O processo de desagregação da Jugoslávia não começou, nem terminou, com a guerra

da NATO em 1999. Tratou-se dum processo longo, que começa ainda nos anos 80, após

a morte do Presidente Tito, dirigente dos comunistas jugoslavos desde a resistência à

ocupação nazi. Nessa década a Jugoslávia deixa-se submeter ao garrote da dívida, o que

haveria de desempenhar um papel fundamental na sua destruição (6). O imperialismo

aproveita o descontentamento social e económico para fomentar o nacionalismo violento

em algumas repúblicas jugoslavas. Tal como mais tarde na Ucrânia, são promovidos os

herdeiros dos colaboracionistas com o nazismo em particular o nacionalismo croata que

foi responsável por crimes e massacres horrendos durante a II Guerra Mundial – mas

também o jihadismo islâmico. A ofensiva imperialista conhece um salto qualitativo no

início dos anos 90, em simultâneo com a desintegração da URSS: secessão da Eslovénia

e Croácia (Junho 1991), Macedónia (Setembro 1991) e Bósnia (Março 1992). Atinge o

seu auge com a guerra da NATO de 1999 e a separação de facto do Kosovo. Prosseguiu

com as ‘Revoluções Coloridas’ patrocinadas pela CIA em Belgrado em 2000 e no

Montenegro em 2006, conduzindo à ulterior fragmentação da Jugoslávia mais pequena

surgida após 1992, e com o alargamento da NATO aos vizinhos da Sérvia (Eslováquia

2004; Croácia 2009; Montenegro 2017; Macedónia do Norte 2020). Prossegue ainda hoje,

face à relutância dos dirigentes de Belgrado em se vergarem por completo à ditadura dos

EUA.

São evidentes os paralelos entre este agressivo processo de ingerência do imperialismo

para destruir a Jugoslávia e o que, em simultâneo e até aos nossos dias, foi


desencadeado contra a Federação Russa. A receita e objectivos são análogos. Os que

hoje choram lágrimas de crocodilo pela soberania dos povos são os mesmos que há um

quarto de século lançaram a agressão nua e crua à Jugoslávia. Ao espezinharem o direito

internacional, abriram o caminho que nos conduziu directamente até ao limiar do

precipício. As lições do passado são essenciais para compreender a realidade dos nossos

dias.

Notas

(1) A declaração formal da independência do Kosovo foi apenas em 2008. Mas a

desanexação de facto foi o resultado directo da guerra.

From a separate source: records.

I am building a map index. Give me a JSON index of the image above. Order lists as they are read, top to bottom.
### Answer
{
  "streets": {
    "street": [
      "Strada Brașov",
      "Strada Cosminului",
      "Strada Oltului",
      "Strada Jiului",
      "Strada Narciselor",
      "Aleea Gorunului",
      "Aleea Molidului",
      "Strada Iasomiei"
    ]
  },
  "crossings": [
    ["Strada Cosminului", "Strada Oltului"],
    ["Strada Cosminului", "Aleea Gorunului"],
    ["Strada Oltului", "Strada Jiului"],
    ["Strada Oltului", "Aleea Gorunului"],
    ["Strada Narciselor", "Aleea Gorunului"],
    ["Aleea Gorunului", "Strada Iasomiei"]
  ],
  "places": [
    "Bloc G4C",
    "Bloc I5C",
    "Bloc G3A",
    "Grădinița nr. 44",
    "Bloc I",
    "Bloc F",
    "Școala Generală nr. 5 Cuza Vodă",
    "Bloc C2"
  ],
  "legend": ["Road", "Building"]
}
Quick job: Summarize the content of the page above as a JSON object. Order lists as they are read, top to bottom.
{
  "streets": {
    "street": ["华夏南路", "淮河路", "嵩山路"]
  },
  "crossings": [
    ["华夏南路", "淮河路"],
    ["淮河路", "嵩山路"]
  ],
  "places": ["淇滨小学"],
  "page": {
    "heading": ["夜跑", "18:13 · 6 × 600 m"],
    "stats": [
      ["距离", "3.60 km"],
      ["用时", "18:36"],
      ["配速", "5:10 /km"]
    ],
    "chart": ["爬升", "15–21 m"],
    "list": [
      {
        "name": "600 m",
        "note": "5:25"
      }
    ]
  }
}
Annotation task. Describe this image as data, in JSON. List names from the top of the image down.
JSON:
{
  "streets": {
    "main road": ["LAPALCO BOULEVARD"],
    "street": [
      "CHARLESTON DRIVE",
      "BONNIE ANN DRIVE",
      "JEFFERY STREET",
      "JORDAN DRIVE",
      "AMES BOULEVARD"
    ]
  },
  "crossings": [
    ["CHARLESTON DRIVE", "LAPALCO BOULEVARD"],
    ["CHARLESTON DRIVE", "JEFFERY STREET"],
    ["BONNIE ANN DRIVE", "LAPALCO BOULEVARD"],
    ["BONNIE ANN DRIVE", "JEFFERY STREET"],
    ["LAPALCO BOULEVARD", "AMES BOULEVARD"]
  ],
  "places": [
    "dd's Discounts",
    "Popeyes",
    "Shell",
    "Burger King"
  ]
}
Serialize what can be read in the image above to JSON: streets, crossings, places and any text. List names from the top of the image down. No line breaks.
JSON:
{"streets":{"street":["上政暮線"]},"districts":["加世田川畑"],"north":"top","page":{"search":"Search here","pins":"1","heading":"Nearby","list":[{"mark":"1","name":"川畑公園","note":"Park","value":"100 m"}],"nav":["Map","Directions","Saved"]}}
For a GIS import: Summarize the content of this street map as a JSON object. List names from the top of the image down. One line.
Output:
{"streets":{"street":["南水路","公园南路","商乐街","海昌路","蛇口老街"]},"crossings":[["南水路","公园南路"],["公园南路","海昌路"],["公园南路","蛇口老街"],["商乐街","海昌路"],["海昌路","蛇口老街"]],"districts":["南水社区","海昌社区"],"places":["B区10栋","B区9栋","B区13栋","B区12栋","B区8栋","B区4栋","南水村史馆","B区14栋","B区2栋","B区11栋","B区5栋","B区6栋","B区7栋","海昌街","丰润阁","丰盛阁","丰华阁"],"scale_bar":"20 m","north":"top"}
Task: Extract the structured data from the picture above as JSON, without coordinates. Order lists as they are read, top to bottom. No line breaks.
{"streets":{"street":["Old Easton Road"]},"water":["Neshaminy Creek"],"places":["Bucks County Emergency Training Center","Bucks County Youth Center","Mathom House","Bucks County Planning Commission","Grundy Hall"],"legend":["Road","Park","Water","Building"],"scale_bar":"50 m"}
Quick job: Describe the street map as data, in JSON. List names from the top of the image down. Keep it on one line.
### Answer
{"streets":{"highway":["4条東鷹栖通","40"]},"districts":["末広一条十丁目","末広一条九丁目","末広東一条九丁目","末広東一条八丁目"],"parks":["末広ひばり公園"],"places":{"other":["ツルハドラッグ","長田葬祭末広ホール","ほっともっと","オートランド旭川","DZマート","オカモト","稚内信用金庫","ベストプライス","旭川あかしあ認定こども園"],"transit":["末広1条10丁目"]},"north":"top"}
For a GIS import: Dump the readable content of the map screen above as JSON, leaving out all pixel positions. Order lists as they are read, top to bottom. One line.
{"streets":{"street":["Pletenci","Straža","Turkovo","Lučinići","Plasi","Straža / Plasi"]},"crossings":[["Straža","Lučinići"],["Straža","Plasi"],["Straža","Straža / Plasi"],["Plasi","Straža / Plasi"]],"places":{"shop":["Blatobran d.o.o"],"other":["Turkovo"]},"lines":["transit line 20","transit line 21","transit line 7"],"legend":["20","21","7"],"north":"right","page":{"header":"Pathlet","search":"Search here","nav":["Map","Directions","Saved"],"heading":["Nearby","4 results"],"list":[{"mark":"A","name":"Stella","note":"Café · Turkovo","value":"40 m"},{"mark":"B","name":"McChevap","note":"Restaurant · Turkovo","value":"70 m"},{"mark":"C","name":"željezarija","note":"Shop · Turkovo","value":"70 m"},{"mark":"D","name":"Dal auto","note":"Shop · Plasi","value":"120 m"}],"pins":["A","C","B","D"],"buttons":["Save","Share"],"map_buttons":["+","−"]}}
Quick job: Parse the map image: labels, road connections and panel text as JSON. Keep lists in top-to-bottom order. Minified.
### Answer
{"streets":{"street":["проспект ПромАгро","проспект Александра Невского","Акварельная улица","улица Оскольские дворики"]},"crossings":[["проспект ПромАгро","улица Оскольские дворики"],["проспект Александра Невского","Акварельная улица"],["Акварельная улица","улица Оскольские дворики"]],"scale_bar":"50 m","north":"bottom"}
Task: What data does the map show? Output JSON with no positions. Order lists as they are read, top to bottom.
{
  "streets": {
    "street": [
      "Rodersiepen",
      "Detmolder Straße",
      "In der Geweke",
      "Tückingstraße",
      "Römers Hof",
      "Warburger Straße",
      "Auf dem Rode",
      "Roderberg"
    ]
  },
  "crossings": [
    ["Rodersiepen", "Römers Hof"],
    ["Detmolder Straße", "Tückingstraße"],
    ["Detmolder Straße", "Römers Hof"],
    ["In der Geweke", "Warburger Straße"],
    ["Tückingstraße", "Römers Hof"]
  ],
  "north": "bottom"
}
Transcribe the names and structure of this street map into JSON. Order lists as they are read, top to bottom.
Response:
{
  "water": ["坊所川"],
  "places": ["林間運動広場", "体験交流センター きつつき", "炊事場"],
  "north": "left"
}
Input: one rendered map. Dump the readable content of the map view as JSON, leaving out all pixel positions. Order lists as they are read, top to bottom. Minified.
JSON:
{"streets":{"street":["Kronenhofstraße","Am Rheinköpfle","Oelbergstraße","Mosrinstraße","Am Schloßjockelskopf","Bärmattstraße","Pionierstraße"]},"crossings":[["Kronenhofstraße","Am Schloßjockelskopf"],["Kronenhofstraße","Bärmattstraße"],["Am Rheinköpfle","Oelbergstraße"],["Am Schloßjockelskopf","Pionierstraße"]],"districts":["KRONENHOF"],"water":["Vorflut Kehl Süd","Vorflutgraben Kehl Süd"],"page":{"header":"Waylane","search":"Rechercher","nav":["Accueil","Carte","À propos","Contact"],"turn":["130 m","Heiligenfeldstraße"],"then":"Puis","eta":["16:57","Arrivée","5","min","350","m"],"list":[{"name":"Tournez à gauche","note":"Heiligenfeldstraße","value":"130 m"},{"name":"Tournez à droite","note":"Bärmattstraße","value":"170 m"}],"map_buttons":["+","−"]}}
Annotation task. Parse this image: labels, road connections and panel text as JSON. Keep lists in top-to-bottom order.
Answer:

(2) Guardian, 13.3.00; swissinfo.ch, 25.1.11.

(3) International Herald Tribune, 18.5.99.

(4) Avante!, 23.3.00 e 1.9.16.

(5) A invasão do Iraque em 2003 contou com a oposição de alguns partidos social-

democratas (SPD alemão) mas o papel activo de outros (trabalhistas ingleses sob Blair).

A oposição à guerra das mentiras veio também de forças não social-democratas (como o

Presidente francês Chirac) e foi, em todo o caso, um episódio rapidamente encerrado com

o apoio posterior à ocupação do Iraque e a eleição de Durão Barroso, anfitrião da Cimeira

das Lajes, à Presidência da Comissão Europeia.

(6) Existe numerosa documentação sobre os pormenores deste longo processo no

Avante! e O Militante. Refira-se também o livro da jornalista norte-americana Diana

Johnstone, Cruzada de Cegos (Caminho 2002); os livros do jornalista Carlos Santos

Pereira Da Jugoslávia à Jugoslávia (1995) e Os novos muros da Europa (2001), ambos

das Ed. Cotovia; e os livros dos Majores-Generais Raúl Cunha, Kosovo, a incoerência

duma independência inédita (2019) e Carlos Branco, A Guerra nos Balcãs, Jihadismo,

Geopolítica e Desinformação (2016), ambos das Ed. Colibri.